_Your objective:_ Check each line of the records below for the word "limit" and give the number of lines that have it, with nothing added.

(Stored data)
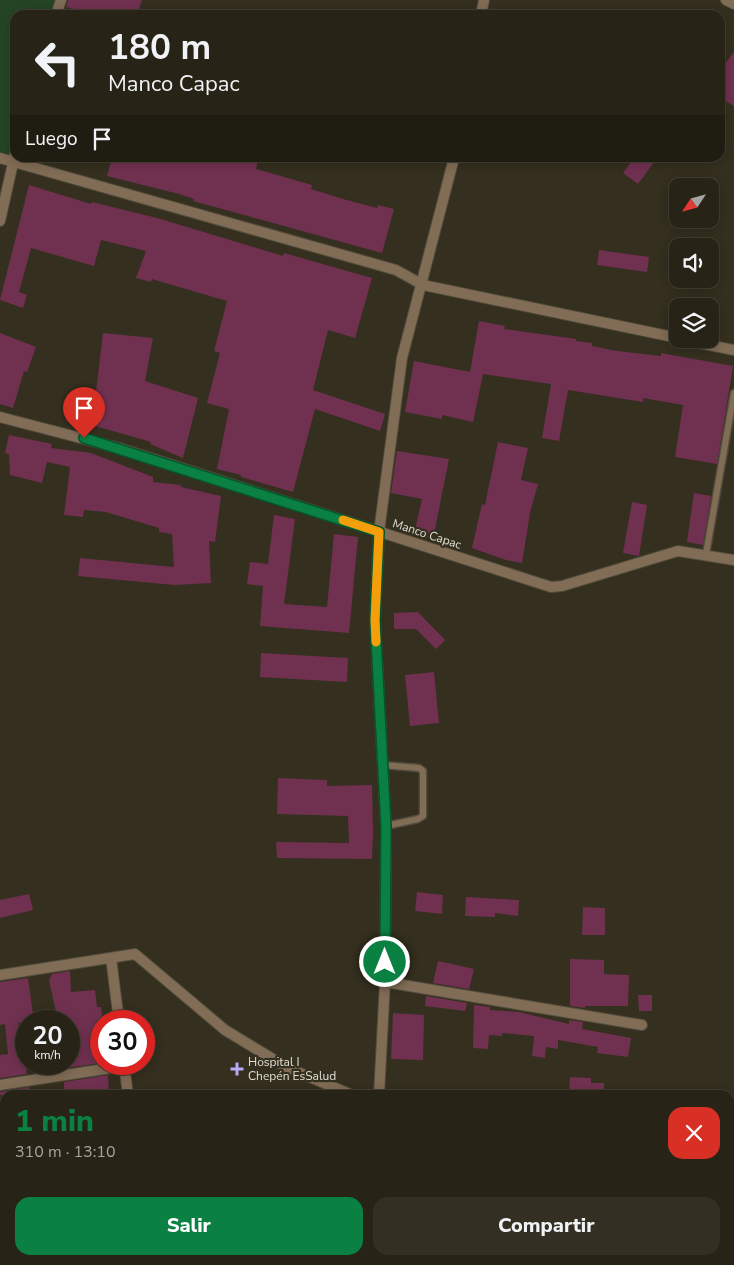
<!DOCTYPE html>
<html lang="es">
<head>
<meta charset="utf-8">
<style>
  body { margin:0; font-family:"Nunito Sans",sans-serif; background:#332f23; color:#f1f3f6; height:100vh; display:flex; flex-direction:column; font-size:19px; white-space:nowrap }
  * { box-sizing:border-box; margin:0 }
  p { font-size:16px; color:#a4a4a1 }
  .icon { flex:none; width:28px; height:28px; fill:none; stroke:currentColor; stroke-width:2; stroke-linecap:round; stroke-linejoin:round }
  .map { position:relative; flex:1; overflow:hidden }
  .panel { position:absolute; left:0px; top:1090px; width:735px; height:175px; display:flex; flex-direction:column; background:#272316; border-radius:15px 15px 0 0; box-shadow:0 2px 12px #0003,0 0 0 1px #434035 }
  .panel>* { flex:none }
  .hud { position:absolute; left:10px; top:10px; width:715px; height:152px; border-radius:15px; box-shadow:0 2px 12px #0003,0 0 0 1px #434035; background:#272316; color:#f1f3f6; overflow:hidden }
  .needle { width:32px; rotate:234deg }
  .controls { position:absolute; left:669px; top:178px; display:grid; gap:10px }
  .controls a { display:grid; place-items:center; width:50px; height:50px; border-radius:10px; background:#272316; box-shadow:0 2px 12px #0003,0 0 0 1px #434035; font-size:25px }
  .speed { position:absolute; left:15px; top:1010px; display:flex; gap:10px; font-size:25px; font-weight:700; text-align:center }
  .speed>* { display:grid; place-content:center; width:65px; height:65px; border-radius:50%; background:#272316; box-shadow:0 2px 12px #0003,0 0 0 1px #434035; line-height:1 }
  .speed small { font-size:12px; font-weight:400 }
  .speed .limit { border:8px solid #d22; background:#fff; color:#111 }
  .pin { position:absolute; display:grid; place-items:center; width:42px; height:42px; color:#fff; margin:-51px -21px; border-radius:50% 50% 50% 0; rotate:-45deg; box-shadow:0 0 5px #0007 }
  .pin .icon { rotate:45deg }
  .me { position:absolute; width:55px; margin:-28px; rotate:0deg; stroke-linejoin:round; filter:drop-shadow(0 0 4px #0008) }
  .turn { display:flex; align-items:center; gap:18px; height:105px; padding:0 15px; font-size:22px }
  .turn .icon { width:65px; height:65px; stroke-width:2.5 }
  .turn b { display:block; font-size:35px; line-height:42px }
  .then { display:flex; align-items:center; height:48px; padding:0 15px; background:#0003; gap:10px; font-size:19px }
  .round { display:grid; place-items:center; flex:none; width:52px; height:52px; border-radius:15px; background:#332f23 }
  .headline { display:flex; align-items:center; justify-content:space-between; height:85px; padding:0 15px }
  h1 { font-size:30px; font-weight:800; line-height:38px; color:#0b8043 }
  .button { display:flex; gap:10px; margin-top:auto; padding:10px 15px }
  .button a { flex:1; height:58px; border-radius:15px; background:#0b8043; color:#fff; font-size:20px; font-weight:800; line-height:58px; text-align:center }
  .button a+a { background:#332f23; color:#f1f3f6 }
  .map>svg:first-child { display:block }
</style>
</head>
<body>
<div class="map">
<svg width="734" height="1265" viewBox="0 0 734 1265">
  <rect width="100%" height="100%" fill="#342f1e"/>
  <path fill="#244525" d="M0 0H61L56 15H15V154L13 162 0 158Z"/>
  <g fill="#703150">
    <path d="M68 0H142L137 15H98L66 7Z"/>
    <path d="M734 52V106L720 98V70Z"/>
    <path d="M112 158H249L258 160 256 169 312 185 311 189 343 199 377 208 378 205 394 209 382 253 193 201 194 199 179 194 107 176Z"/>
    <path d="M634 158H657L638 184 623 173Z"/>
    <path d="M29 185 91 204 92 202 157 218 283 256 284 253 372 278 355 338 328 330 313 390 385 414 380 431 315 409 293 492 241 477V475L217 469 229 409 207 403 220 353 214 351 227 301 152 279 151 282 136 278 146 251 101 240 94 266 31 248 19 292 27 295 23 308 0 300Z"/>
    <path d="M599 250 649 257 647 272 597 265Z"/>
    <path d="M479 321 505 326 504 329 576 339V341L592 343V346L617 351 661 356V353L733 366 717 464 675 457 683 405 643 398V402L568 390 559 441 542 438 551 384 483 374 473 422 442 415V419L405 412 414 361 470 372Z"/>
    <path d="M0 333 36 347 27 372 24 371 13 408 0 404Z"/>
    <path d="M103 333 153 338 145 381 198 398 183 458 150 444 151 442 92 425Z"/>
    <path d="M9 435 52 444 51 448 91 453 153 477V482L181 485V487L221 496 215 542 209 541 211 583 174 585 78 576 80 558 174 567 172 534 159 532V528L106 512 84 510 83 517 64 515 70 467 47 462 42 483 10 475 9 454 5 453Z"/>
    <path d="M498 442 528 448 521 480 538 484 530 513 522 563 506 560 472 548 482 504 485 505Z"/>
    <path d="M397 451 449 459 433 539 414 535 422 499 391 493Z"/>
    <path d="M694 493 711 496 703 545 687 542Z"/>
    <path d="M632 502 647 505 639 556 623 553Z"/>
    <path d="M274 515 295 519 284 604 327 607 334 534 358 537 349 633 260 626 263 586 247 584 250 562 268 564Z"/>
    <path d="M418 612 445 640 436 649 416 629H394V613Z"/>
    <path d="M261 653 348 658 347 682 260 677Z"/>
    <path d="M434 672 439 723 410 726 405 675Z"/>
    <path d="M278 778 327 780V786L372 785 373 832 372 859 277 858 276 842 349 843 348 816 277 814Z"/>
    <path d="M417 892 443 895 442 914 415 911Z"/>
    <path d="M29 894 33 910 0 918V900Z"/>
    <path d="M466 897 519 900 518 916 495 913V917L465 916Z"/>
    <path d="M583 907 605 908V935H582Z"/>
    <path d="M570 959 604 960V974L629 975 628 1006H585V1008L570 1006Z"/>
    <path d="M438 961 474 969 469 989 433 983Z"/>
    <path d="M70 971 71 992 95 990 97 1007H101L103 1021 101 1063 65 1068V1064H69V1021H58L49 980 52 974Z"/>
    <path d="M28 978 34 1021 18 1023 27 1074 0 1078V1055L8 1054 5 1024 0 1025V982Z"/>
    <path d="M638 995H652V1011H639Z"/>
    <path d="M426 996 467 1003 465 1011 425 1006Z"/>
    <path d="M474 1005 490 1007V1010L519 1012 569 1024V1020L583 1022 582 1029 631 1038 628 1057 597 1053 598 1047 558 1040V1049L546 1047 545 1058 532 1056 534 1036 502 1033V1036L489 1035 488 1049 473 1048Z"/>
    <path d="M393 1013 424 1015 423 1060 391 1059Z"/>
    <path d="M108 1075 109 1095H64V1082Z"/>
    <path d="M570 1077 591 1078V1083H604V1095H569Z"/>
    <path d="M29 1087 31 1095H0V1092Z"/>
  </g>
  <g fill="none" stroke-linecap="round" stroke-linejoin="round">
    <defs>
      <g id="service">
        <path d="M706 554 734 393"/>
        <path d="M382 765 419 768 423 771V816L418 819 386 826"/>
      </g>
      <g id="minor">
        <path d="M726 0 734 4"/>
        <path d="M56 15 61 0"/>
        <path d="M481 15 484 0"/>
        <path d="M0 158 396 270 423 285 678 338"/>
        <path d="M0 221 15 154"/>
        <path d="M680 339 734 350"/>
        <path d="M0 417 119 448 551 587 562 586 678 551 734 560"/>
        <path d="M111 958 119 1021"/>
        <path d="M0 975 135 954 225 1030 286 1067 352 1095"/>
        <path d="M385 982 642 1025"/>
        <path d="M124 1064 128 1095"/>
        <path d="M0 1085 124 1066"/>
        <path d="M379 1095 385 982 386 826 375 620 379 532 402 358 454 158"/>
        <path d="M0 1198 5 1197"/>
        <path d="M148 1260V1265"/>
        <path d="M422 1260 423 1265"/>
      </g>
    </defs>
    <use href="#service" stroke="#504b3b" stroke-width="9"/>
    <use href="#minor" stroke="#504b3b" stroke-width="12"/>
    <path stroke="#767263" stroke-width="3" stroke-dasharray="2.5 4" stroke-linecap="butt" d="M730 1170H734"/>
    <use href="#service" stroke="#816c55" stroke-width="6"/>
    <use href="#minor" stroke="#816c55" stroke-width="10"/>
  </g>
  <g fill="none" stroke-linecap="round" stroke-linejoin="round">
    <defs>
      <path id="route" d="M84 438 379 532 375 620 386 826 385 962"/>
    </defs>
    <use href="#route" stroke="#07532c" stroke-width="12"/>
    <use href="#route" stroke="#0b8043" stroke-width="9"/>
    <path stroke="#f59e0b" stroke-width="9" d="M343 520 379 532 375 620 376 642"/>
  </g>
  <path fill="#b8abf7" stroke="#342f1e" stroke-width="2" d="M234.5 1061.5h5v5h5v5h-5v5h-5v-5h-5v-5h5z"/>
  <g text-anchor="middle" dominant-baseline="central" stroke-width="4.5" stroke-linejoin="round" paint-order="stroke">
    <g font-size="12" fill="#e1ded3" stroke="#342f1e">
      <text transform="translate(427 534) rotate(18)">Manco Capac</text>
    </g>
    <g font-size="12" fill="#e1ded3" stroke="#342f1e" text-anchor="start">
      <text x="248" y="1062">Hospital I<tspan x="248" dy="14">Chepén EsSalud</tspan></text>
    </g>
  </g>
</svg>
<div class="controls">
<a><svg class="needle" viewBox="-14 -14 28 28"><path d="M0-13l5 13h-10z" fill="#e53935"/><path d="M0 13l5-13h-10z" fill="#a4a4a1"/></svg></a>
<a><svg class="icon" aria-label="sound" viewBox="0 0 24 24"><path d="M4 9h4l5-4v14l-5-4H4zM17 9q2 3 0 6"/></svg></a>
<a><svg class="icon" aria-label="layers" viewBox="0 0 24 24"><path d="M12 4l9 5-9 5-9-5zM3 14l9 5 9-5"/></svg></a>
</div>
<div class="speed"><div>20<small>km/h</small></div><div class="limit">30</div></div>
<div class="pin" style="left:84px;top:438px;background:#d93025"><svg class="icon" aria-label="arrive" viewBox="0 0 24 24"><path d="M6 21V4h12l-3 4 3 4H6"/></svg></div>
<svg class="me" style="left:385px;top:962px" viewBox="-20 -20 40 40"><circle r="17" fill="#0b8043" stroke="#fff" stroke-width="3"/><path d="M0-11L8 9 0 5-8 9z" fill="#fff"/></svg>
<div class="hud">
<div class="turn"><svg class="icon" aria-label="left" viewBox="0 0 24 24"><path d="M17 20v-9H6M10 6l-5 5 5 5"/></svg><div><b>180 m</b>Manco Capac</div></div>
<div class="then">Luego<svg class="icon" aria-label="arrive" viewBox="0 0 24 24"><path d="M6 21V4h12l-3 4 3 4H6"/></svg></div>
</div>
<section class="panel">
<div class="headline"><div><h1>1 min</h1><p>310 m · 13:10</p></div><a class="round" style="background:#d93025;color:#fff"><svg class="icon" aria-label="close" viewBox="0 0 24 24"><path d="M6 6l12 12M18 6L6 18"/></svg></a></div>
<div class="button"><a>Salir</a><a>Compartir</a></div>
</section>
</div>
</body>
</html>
==
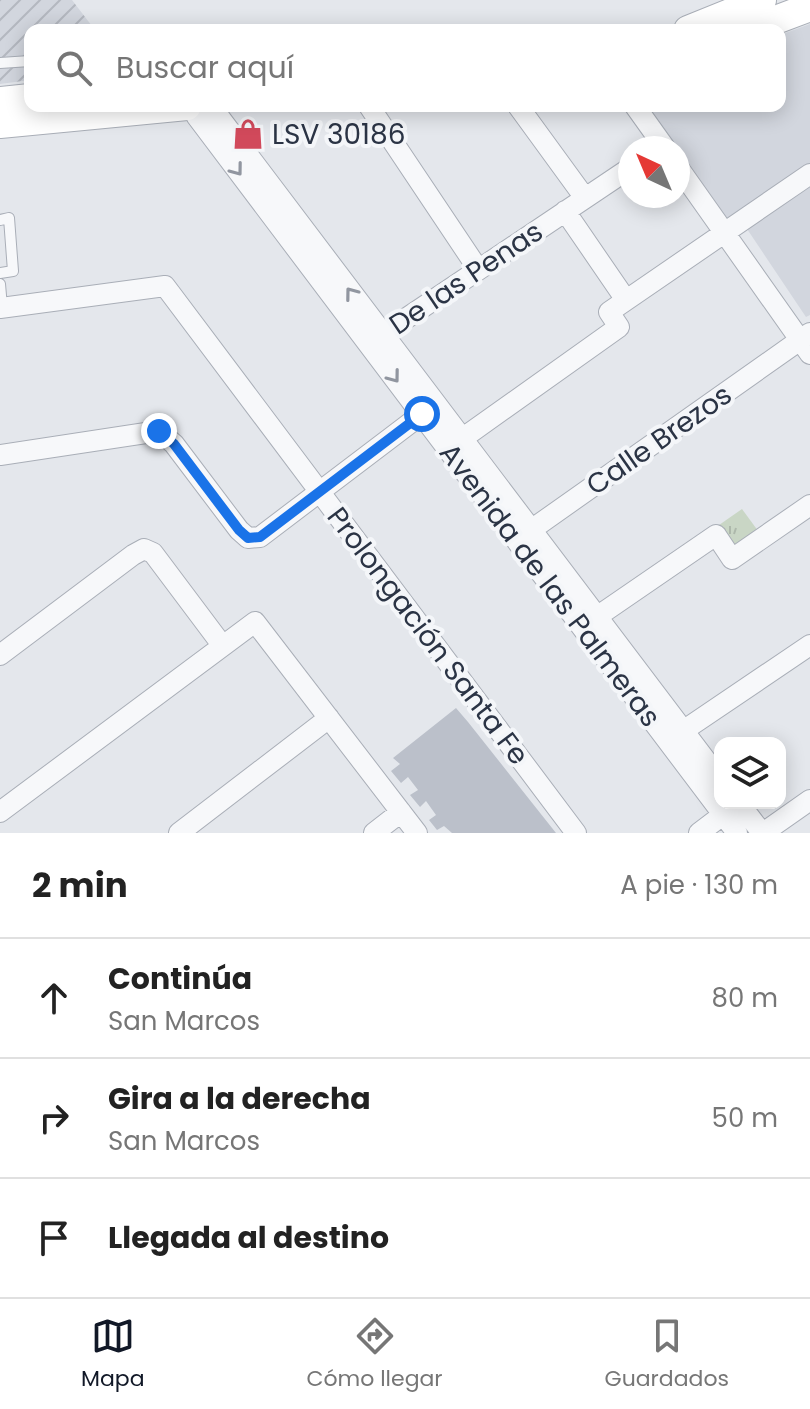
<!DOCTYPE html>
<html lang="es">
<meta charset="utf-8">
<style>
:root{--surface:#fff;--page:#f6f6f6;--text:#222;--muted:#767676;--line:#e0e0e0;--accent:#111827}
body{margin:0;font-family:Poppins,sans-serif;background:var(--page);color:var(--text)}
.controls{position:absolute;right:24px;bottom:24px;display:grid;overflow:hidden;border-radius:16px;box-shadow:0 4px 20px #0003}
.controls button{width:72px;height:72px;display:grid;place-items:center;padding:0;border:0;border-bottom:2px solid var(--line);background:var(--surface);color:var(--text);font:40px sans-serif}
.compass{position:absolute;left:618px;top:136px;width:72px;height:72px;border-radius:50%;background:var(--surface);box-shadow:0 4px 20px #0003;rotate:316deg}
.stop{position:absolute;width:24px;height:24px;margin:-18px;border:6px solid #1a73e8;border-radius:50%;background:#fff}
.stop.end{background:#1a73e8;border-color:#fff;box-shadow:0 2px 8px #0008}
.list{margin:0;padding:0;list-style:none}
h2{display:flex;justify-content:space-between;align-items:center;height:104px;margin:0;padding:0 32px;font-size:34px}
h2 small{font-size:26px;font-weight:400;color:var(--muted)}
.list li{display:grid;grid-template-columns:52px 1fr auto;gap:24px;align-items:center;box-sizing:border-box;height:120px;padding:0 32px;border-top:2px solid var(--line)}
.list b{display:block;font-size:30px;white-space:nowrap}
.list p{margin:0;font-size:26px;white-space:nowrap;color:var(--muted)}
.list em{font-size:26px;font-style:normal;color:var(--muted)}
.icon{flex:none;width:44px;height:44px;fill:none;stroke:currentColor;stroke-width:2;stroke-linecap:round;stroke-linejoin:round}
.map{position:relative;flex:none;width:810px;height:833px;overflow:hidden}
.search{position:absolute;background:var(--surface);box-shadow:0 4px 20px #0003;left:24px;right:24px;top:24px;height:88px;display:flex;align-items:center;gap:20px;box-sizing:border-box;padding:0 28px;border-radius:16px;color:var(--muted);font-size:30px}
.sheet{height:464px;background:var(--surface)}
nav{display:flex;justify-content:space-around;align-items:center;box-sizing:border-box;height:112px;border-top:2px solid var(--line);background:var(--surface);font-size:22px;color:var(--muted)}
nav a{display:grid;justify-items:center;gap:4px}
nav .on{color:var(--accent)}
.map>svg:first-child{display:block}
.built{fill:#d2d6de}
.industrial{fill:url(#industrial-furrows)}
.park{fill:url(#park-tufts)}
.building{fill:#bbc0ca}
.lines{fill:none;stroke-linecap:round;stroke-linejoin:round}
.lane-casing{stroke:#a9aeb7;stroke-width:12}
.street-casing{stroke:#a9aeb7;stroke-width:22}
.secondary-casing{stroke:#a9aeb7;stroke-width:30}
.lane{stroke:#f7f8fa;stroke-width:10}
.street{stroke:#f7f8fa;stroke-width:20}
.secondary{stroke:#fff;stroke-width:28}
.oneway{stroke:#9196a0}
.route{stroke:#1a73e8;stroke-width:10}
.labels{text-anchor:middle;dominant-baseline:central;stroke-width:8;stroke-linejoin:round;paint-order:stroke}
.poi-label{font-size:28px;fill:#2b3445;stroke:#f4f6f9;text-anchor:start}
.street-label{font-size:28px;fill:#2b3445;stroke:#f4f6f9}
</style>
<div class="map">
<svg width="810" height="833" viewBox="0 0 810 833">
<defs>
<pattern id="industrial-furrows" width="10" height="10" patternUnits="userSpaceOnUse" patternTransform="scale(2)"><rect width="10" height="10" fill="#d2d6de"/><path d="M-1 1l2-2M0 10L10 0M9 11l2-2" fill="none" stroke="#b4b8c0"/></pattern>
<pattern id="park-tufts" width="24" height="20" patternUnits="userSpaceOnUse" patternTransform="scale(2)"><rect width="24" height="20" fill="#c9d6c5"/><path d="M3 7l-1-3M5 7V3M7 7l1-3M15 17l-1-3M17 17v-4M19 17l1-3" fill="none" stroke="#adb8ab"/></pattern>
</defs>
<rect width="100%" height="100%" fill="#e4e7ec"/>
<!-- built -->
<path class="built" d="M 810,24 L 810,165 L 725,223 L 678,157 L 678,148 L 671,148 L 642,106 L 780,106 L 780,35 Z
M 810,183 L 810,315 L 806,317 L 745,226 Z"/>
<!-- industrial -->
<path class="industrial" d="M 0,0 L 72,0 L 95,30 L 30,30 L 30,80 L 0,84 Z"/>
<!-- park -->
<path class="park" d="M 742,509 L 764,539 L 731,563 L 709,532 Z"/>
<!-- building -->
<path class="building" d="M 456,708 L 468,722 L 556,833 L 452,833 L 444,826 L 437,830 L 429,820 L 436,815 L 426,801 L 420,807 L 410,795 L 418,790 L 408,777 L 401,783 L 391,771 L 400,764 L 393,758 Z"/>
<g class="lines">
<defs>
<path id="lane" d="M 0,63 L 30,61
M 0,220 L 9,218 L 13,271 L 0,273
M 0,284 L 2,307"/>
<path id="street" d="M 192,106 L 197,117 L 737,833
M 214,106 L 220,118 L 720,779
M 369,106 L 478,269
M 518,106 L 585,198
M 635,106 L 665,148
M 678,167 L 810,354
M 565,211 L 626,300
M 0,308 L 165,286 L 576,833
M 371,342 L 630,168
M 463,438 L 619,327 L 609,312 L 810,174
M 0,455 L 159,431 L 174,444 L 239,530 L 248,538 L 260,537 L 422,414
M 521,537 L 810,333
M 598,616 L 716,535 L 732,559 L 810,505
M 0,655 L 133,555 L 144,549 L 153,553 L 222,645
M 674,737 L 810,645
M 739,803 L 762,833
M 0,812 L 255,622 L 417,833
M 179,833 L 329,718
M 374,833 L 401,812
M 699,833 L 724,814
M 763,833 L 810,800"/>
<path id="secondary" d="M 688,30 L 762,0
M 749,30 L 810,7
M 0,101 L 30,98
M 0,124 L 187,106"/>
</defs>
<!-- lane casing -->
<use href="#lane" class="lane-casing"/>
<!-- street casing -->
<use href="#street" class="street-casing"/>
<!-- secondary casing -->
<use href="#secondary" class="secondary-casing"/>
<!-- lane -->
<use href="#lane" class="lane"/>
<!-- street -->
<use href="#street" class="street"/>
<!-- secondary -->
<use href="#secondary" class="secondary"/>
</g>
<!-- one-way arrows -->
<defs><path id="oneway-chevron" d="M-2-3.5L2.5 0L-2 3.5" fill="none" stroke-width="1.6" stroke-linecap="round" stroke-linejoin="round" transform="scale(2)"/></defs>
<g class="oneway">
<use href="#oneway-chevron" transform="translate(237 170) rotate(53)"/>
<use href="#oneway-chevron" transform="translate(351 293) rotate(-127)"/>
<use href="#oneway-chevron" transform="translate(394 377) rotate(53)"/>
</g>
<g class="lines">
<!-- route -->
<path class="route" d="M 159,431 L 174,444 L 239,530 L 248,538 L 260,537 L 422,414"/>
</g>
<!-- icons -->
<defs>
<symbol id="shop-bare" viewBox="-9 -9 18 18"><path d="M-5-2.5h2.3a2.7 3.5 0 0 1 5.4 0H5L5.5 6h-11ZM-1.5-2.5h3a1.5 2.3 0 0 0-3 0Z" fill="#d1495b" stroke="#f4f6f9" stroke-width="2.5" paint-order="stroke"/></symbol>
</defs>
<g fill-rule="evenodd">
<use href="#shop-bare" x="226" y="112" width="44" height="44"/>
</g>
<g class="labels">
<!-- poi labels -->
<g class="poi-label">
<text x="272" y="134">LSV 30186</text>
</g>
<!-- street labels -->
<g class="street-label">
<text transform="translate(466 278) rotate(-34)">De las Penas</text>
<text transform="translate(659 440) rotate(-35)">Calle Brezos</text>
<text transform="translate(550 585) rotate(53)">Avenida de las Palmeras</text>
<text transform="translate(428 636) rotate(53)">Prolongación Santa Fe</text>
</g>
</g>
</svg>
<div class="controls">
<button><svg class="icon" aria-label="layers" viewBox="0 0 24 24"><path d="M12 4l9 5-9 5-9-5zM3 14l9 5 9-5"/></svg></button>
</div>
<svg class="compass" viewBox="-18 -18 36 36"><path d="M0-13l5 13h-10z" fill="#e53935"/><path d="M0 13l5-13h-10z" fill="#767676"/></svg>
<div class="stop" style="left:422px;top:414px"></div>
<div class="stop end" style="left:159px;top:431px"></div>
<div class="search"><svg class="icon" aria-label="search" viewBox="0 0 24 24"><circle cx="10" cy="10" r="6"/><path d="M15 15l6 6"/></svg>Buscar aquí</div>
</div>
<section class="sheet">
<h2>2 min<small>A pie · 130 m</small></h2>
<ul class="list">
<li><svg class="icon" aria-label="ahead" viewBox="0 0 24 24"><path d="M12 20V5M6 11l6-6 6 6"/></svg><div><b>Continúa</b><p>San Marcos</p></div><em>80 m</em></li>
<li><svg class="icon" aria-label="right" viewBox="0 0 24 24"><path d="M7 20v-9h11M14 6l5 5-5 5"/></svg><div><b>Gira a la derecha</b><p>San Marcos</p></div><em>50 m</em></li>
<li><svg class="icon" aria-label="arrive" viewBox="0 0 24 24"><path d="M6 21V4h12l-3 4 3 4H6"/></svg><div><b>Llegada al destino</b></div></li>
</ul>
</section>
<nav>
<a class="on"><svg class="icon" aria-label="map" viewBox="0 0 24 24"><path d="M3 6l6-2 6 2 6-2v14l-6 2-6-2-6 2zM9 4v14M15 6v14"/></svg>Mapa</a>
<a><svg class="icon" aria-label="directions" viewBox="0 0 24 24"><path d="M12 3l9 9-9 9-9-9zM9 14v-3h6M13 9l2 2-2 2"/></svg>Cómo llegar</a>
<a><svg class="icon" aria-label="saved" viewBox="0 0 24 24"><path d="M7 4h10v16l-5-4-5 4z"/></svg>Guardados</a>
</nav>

_Response:_ 2